● What this task involves
Scan the records and identify every line in which the string "rows" occurs, then return those lines.

● Stored data
++++++++++++++++++++

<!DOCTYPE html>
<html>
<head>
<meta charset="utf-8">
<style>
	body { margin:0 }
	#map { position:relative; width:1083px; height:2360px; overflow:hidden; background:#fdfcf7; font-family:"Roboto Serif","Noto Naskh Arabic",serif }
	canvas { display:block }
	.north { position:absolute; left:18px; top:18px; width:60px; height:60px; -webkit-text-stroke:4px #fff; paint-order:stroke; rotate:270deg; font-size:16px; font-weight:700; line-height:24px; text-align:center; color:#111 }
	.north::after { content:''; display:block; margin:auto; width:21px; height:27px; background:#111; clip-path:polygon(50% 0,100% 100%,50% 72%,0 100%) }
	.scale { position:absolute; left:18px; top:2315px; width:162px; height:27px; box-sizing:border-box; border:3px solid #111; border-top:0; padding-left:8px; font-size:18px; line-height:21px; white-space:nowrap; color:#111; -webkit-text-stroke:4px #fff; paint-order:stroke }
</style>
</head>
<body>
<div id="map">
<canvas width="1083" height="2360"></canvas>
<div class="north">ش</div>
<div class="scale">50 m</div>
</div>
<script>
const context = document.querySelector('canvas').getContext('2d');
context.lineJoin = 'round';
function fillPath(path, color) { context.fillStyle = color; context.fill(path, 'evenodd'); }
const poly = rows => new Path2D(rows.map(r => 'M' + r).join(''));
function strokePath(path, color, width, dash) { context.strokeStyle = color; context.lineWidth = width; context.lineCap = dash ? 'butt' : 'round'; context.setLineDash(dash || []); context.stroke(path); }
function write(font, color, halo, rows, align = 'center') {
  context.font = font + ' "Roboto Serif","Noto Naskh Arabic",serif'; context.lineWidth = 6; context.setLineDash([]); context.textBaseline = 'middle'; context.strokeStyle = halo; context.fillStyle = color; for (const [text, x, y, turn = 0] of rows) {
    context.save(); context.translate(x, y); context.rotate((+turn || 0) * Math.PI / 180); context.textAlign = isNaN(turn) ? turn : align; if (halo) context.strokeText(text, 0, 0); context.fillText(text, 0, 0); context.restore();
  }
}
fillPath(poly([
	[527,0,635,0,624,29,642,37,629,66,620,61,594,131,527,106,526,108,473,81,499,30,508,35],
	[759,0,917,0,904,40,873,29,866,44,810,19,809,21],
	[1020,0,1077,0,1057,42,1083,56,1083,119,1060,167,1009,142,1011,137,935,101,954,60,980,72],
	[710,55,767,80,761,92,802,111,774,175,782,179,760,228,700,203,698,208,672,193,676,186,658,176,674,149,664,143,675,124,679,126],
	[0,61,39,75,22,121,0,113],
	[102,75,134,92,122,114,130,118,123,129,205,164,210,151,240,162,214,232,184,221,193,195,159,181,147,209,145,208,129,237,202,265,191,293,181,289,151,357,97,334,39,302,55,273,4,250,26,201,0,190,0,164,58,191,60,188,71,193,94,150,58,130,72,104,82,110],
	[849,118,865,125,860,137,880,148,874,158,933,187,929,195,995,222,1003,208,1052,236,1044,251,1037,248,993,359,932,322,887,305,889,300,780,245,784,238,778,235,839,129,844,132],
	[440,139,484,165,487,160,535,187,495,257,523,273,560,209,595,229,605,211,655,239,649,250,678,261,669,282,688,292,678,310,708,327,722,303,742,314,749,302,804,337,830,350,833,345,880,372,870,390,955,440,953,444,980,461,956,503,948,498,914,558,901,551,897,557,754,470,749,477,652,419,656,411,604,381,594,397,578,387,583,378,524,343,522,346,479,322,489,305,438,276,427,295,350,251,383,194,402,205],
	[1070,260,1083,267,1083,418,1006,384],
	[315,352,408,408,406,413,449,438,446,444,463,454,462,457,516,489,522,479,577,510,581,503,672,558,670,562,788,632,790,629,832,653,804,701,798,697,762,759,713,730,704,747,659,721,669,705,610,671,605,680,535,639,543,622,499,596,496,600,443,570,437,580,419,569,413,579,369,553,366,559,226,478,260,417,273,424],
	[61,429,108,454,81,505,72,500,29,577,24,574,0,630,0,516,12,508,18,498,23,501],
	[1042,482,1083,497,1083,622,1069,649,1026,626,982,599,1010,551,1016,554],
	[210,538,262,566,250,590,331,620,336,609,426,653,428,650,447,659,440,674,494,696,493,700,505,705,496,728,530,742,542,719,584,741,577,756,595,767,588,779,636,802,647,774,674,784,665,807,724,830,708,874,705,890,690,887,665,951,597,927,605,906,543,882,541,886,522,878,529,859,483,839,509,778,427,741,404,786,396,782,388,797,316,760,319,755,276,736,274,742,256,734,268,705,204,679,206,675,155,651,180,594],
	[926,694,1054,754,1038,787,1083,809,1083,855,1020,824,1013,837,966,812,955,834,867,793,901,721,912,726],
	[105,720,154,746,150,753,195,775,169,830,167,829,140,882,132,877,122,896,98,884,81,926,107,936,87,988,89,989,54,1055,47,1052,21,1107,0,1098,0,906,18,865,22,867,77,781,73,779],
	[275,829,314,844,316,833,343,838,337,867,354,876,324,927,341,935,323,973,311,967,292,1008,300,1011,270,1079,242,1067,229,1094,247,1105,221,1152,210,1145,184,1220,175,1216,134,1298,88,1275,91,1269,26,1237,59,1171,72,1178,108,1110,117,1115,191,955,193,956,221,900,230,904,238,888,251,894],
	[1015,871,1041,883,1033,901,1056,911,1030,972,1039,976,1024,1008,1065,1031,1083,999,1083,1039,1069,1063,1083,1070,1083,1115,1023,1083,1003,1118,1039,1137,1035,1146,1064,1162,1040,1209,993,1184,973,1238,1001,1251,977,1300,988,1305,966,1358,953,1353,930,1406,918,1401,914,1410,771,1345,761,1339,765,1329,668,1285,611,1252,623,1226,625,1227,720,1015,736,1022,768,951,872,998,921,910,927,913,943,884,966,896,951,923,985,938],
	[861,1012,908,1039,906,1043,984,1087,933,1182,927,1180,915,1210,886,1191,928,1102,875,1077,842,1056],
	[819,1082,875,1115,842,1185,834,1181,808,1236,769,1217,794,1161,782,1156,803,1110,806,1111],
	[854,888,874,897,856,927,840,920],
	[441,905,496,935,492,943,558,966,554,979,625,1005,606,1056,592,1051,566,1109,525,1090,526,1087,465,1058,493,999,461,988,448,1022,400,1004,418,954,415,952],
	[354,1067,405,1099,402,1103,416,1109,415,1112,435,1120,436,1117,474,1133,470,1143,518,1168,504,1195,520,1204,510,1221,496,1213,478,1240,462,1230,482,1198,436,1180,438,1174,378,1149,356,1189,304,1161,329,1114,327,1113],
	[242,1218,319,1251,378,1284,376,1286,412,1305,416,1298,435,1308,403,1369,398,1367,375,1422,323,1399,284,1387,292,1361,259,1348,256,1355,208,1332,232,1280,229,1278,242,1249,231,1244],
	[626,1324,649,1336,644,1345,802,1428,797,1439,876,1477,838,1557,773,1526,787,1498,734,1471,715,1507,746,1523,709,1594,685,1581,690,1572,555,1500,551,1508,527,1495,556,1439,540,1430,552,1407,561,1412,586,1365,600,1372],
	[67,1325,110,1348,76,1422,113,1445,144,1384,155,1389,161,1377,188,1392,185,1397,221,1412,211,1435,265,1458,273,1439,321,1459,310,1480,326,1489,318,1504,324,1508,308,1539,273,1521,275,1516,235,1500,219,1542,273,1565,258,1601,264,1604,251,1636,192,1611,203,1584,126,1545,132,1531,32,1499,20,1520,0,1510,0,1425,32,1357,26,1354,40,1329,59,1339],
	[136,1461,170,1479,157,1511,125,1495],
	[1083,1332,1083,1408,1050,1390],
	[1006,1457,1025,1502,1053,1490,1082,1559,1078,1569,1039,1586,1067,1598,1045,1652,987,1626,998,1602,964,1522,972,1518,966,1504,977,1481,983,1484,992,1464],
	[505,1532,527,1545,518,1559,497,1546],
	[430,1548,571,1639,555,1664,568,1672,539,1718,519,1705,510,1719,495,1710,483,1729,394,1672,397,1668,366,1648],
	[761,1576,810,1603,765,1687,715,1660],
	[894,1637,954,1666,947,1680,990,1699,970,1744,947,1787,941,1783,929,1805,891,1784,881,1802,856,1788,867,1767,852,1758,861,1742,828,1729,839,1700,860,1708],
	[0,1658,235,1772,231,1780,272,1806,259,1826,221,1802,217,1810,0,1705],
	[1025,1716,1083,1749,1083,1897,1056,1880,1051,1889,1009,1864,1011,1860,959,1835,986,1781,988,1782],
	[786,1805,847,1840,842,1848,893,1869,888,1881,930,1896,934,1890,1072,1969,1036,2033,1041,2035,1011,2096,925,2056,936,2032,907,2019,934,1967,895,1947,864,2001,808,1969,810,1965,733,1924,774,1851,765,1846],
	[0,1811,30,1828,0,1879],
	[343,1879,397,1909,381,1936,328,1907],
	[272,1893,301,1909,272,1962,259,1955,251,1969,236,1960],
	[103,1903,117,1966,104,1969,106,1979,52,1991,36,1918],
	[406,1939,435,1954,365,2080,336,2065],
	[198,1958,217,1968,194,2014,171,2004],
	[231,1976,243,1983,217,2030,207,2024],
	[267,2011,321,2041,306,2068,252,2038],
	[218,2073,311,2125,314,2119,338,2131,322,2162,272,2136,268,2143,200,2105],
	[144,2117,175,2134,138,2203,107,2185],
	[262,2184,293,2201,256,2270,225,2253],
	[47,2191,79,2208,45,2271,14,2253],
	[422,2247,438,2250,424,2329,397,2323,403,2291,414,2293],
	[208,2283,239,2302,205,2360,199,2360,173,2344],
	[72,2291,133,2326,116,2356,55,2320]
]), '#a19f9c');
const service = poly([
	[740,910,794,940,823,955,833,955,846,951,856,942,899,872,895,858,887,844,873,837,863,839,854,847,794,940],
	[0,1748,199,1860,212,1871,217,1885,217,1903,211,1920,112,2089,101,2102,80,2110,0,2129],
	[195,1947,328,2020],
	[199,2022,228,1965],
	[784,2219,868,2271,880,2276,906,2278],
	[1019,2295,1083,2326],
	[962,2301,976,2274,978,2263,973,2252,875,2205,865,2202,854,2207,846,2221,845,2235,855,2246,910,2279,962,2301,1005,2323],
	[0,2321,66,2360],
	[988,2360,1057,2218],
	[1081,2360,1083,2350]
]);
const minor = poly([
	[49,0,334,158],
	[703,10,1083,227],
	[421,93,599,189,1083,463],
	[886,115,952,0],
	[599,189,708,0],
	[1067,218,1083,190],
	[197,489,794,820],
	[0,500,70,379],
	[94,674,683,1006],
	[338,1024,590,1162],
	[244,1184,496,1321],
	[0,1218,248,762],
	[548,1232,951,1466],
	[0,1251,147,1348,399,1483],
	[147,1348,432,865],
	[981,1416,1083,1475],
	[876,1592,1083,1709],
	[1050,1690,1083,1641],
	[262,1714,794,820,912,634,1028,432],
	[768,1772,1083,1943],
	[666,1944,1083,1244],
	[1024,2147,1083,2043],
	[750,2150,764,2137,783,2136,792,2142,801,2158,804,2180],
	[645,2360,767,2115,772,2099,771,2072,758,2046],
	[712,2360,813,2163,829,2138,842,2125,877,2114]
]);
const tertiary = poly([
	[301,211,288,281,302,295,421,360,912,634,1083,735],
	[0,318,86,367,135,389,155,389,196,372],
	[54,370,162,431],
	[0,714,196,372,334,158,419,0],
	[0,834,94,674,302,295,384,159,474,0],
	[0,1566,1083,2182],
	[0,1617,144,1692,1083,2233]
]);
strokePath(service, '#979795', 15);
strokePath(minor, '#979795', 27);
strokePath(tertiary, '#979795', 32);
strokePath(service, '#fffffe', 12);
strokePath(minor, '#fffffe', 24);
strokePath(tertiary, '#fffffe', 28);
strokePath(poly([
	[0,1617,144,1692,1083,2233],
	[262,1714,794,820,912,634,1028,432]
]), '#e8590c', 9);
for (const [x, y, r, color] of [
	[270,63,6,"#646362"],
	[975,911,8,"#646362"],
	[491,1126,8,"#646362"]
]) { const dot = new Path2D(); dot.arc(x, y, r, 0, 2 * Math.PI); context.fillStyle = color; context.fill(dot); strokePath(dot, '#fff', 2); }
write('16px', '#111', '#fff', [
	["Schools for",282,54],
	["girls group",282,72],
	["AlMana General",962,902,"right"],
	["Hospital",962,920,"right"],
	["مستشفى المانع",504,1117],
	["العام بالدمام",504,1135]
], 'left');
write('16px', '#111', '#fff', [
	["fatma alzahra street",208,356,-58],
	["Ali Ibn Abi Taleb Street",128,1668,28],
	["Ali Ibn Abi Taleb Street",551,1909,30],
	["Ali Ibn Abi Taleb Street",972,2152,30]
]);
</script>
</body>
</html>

++++++++++++++++++++

● Response
const poly = rows => new Path2D(rows.map(r => 'M' + r).join(''));
function write(font, color, halo, rows, align = 'center') {
  context.font = font + ' "Roboto Serif","Noto Naskh Arabic",serif'; context.lineWidth = 6; context.setLineDash([]); context.textBaseline = 'middle'; context.strokeStyle = halo; context.fillStyle = color; for (const [text, x, y, turn = 0] of rows) {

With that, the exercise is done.